Trump Addresses Drug Use and Overdose in New Hampshire: ‘We Have to Solve this Crisis’

fix with a friend AP PHOTOROBERT F. BUKATY
AP/ROBERT F. BUKATY

Donald Trump promised to stop the drug overdose crisis in the United States during a campaign rally in New Hampshire on Saturday.

“If I win, if I get elected president, I’m going to solve that problem,” Trump promised his supporters gathered in Portsmouth, New Hampshire on Saturday, saying he learned about the significant drug problem during his GOP primary campaign in New Hampshire. “We’re going to take care of it.”

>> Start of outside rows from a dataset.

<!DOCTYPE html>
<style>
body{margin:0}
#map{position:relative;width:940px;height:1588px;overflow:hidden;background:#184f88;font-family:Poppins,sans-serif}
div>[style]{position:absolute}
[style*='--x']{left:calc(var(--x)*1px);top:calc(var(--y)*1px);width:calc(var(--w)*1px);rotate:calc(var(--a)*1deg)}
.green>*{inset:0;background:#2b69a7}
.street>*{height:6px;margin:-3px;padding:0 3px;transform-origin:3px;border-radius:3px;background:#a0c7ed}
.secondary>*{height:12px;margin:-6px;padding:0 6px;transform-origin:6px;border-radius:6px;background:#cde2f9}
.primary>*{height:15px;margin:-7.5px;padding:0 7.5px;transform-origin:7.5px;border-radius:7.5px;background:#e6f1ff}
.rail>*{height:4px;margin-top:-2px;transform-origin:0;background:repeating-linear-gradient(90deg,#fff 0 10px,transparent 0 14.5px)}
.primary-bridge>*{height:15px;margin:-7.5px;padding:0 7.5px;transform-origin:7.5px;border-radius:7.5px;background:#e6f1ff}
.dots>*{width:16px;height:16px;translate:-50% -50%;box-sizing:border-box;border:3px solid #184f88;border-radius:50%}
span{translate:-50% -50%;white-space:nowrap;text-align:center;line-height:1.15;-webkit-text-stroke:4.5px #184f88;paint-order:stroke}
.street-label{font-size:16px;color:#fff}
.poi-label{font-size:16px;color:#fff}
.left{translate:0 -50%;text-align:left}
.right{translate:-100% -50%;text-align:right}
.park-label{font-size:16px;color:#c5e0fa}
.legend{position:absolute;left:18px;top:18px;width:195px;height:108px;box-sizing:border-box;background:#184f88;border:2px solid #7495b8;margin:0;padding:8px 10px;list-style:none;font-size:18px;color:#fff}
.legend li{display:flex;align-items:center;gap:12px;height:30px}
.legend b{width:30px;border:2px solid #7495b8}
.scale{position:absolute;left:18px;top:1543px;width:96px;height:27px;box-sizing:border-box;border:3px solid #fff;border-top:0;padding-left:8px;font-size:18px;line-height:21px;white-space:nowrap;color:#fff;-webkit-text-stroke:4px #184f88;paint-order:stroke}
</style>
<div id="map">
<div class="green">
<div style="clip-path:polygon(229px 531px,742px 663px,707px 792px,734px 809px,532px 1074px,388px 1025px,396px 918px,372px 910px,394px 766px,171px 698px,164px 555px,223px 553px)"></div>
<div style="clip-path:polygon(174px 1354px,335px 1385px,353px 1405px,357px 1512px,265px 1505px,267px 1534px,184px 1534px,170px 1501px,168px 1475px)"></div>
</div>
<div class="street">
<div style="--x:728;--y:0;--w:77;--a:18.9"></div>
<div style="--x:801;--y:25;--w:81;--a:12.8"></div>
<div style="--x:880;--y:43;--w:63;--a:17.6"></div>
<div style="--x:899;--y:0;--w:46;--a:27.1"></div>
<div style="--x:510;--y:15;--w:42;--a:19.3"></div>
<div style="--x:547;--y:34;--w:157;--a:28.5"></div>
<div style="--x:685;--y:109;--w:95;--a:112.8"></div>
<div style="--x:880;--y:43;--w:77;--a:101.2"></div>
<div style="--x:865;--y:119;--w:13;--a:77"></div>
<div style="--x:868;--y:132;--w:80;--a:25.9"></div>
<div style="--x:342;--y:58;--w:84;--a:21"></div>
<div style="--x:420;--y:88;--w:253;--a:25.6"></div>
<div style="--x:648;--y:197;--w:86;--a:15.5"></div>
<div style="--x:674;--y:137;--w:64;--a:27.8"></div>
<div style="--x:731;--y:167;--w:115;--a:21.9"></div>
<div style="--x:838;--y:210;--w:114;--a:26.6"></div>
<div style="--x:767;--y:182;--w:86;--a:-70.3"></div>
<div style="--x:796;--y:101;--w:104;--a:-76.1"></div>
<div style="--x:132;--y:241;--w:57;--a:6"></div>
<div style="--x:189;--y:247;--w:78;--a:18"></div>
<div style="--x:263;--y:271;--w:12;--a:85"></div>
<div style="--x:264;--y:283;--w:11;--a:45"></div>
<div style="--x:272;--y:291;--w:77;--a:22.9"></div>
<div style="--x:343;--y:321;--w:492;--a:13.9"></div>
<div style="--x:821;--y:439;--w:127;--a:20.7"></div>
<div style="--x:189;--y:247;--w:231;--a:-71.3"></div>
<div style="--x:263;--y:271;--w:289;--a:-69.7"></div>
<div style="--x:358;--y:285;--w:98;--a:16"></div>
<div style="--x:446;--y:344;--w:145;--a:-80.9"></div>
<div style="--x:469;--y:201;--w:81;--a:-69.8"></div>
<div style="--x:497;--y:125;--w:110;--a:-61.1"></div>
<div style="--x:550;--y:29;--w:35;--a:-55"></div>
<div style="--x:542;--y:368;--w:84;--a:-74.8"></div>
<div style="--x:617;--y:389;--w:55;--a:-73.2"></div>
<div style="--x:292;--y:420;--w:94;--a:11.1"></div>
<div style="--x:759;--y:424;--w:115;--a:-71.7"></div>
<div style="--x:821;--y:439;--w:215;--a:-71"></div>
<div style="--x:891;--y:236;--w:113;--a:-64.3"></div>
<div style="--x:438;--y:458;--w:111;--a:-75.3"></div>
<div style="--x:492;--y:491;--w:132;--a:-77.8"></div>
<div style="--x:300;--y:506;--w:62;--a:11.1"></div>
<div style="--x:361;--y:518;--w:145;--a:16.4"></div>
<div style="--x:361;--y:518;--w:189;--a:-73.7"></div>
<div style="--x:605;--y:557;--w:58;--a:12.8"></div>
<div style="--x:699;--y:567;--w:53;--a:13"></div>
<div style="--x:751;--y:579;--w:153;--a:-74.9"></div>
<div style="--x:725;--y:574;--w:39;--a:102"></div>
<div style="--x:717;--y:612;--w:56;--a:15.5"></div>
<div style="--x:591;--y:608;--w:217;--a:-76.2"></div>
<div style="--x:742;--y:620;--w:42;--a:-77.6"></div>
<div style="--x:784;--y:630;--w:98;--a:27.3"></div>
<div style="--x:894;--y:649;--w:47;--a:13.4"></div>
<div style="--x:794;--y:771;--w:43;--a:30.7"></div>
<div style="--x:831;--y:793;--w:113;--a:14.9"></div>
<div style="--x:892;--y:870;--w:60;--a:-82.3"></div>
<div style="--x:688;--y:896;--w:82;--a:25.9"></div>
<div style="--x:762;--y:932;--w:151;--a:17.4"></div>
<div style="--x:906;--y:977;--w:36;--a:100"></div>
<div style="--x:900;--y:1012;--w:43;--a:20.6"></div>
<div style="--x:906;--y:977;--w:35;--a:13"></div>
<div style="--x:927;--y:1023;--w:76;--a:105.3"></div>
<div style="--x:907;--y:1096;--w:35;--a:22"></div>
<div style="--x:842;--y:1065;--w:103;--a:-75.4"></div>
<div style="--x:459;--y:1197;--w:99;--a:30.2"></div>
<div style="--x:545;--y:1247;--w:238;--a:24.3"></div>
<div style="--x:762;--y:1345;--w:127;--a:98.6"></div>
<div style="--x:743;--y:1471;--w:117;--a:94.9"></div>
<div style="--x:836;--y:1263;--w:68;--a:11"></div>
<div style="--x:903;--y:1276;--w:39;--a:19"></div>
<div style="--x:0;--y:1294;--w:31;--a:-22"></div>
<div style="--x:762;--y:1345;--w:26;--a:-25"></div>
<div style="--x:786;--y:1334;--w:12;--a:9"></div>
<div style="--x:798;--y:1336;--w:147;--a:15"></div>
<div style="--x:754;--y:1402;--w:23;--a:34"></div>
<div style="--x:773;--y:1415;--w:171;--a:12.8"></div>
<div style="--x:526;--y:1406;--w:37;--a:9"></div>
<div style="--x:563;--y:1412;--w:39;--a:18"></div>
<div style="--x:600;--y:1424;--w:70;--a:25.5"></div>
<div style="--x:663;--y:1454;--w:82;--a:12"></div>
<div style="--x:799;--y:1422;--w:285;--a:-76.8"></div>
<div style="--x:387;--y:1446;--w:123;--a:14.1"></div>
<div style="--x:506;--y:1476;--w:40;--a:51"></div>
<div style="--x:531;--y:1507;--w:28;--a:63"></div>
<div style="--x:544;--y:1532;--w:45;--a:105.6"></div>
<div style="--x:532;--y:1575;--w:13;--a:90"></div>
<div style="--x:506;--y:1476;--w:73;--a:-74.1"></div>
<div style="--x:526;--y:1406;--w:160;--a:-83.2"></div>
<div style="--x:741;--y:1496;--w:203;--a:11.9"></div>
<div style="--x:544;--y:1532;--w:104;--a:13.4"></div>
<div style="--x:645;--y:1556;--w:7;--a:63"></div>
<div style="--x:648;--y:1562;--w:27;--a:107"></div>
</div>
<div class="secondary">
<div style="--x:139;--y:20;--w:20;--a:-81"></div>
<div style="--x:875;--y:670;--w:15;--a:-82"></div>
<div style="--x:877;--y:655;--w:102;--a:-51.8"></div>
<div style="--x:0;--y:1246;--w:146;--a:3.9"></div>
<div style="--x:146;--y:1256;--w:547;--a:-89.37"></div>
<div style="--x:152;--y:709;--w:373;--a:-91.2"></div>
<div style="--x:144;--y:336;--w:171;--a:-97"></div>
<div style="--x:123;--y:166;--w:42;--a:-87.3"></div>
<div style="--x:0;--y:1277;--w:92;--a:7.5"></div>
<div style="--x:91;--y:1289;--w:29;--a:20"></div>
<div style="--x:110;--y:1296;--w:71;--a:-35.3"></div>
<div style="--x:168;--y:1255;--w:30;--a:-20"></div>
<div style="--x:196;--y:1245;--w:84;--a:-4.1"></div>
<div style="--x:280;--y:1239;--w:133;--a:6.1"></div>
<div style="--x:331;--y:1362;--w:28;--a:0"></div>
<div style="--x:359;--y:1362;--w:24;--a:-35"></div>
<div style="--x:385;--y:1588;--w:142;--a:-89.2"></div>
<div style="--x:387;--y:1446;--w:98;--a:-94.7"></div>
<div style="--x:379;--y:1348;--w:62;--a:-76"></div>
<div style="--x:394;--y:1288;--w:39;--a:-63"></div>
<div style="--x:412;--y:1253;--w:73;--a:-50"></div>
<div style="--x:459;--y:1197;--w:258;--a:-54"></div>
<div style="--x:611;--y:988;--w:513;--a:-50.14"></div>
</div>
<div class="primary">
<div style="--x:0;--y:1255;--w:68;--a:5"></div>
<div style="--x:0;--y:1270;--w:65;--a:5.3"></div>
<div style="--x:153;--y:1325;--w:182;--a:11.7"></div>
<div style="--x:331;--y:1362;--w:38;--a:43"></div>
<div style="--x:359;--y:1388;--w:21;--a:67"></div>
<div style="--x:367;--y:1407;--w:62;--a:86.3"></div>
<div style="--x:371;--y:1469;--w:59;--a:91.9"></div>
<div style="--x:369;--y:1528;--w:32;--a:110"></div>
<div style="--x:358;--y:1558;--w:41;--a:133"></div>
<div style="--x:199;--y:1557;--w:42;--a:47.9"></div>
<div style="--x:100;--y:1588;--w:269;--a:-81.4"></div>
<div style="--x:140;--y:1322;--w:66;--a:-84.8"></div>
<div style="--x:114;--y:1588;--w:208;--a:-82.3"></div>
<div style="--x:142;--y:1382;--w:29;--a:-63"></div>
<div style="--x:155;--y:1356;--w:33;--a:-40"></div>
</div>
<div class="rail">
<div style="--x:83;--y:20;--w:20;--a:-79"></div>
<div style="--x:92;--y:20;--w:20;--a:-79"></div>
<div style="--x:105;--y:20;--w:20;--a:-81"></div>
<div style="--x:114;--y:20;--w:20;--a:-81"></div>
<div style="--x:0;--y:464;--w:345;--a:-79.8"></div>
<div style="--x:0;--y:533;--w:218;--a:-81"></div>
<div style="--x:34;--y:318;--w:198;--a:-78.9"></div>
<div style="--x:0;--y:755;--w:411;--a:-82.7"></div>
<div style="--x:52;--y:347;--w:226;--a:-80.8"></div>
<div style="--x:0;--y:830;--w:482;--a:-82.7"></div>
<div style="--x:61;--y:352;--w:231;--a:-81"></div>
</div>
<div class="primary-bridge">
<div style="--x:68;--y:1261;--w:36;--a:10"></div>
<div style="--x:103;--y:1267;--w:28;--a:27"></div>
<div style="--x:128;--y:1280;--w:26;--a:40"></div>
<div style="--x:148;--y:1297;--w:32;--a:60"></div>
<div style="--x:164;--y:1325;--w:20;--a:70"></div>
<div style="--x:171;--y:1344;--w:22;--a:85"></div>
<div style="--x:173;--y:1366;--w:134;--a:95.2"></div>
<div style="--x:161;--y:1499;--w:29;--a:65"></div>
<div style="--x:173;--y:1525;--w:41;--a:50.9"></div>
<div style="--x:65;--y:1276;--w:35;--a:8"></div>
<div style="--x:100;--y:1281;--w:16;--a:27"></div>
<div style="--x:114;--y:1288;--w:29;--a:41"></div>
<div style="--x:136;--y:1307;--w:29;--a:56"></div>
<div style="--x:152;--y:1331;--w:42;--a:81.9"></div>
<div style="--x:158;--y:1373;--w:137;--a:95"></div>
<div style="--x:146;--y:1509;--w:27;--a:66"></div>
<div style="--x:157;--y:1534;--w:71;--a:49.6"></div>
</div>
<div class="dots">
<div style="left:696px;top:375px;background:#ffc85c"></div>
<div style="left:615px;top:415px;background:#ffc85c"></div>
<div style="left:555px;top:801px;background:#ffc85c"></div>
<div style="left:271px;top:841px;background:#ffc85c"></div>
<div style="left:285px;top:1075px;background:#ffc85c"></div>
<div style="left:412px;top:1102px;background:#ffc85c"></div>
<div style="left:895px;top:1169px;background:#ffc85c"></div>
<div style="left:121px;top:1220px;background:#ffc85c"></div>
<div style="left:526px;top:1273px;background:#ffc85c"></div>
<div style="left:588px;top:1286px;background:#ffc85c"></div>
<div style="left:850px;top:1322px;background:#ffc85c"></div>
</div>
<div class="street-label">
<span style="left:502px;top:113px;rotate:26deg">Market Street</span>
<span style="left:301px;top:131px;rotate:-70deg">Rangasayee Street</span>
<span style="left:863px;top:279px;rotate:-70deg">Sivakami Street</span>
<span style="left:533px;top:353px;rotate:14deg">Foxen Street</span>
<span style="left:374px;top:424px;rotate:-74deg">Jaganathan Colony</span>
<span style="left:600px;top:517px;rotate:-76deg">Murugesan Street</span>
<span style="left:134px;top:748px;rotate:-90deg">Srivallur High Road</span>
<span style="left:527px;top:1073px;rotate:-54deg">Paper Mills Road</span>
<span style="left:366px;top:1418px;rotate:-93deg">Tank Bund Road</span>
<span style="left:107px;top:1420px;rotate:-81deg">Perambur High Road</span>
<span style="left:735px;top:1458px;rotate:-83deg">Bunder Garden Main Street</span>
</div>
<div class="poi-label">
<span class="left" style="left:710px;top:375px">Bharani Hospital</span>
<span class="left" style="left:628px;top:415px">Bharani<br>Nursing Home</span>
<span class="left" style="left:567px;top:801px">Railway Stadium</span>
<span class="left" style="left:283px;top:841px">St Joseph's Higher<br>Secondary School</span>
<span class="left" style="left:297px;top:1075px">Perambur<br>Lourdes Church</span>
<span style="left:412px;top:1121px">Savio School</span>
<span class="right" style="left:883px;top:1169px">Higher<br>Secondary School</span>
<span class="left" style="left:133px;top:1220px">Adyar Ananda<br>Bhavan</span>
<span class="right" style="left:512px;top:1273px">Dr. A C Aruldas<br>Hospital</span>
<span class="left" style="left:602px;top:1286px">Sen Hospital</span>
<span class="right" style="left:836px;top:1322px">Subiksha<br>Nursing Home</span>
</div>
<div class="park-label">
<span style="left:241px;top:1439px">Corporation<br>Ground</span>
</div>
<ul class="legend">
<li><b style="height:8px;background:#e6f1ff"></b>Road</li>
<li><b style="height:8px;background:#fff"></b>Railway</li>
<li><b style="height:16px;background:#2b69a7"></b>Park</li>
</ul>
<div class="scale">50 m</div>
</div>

New Hampshire has consistently been one of the states with the highest rate of deaths caused by drug overdose.

According to the CDC:

In 2014, the five states with the highest rates of death due to drug overdose were West Virginia, New Mexico, New Hampshire, Kentucky and Ohio. States with statistically significant increases in the rate from 2013 to 2014 included Alabama, Georgia, Illinois, Indiana, Maine, Maryland, Massachusetts, Michigan, New Hampshire, New Mexico, North Dakota, Ohio, Pennsylvania and Virginia.

“We have to solve this crisis,” the Republican nominee added, saying the first step is to stop the flow of illegal drugs into the United States.

Trump said he will aggressively prosecute traffickers of illegal drugs and also curve government policies and bureaucracy that slow addicts from receiving timely help. “We have to move it along.”